(Data records)

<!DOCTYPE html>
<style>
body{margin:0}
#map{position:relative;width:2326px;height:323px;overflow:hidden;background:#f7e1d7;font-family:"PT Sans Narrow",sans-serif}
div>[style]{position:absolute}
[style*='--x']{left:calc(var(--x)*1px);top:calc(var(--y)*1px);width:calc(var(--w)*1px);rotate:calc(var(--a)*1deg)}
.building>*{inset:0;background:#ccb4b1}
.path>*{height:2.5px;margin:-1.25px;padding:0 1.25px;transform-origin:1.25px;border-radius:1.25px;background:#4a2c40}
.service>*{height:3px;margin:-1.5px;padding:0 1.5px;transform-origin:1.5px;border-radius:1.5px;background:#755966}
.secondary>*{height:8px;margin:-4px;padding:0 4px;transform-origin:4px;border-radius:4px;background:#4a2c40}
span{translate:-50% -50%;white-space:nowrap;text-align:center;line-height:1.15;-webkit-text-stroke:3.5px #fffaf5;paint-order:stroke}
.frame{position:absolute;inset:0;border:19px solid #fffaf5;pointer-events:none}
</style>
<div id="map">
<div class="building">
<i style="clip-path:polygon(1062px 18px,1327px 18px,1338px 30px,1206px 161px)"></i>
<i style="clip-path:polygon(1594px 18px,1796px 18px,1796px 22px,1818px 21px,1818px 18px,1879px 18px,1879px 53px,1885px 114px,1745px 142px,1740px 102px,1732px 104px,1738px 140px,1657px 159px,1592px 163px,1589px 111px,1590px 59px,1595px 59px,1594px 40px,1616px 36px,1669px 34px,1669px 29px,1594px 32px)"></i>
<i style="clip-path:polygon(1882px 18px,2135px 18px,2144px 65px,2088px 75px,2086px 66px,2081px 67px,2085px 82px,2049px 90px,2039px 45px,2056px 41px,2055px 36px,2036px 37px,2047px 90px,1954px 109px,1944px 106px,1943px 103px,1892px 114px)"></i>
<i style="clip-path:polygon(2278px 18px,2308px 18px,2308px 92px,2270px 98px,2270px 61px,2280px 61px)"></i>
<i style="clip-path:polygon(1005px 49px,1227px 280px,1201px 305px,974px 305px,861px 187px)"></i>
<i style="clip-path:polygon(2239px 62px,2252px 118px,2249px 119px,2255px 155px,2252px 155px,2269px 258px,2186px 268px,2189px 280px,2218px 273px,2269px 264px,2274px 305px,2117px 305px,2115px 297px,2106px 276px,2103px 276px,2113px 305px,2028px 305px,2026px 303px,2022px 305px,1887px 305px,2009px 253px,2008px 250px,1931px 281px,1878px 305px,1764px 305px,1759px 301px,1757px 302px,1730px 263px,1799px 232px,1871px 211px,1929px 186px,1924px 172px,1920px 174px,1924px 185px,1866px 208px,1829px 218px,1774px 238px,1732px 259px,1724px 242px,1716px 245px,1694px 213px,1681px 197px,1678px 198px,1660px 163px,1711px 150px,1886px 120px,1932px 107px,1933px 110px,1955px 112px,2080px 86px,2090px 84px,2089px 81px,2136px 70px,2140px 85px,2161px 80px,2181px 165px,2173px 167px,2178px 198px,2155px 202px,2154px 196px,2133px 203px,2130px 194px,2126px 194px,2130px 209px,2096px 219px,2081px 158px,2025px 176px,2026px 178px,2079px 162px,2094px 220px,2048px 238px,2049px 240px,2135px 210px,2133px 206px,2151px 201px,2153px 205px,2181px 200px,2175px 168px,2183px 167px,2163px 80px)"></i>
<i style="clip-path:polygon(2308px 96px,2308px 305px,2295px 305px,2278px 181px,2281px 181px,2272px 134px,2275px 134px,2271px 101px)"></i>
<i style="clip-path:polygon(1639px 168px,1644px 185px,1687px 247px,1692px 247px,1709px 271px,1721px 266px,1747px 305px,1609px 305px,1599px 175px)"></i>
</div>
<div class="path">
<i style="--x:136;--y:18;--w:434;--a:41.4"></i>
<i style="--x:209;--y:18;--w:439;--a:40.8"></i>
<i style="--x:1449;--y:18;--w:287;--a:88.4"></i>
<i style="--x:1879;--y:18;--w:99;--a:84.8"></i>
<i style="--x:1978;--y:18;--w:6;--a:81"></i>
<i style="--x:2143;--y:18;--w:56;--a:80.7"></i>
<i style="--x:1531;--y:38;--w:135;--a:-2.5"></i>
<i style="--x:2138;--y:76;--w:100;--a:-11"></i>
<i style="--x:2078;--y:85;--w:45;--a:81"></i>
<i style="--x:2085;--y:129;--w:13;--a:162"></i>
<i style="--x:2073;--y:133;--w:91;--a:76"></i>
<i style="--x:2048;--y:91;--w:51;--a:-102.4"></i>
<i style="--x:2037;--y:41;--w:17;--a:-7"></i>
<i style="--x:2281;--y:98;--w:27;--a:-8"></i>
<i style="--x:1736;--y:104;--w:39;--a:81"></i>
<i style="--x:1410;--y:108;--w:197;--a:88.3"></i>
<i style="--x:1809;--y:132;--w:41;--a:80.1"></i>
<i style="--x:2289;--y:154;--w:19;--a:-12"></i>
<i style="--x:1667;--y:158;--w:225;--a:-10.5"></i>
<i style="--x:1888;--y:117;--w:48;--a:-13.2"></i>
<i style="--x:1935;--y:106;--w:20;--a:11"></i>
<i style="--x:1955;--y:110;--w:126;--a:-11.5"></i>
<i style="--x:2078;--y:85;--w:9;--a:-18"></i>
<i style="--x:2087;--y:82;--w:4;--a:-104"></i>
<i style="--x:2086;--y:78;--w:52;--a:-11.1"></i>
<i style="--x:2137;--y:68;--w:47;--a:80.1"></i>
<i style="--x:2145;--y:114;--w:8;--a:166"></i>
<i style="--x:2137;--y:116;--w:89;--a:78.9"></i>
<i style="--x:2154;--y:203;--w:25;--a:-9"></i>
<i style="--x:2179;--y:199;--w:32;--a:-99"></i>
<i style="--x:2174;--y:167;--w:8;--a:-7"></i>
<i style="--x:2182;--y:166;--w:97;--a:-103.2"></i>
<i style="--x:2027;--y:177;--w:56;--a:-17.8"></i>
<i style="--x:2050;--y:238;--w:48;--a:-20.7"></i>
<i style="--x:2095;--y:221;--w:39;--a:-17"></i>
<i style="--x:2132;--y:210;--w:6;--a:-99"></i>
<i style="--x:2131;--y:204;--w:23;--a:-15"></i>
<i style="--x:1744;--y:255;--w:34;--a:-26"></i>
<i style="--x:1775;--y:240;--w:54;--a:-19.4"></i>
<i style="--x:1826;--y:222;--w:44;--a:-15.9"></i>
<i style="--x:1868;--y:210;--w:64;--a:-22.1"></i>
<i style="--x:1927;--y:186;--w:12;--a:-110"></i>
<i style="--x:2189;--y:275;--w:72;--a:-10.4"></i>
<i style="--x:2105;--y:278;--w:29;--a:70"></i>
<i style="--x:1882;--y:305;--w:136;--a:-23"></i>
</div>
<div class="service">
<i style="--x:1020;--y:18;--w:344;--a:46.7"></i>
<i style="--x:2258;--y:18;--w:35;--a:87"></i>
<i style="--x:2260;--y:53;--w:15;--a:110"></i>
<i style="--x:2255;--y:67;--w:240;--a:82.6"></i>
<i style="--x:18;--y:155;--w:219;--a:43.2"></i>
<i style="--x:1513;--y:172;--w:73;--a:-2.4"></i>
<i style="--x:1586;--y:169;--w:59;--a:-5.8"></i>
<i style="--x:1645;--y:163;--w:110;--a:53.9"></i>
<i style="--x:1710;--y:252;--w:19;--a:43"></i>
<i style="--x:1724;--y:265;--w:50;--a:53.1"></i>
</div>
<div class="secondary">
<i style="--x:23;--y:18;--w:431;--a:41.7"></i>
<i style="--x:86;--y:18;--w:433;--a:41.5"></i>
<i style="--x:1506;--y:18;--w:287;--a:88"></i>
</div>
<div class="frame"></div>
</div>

(End Data records)

• _Your goal_
Which lines of the data include the word "width"? Copy each one.

• _Written solution_
#map{position:relative;width:2326px;height:323px;overflow:hidden;background:#f7e1d7;font-family:"PT Sans Narrow",sans-serif}
[style*='--x']{left:calc(var(--x)*1px);top:calc(var(--y)*1px);width:calc(var(--w)*1px);rotate:calc(var(--a)*1deg)}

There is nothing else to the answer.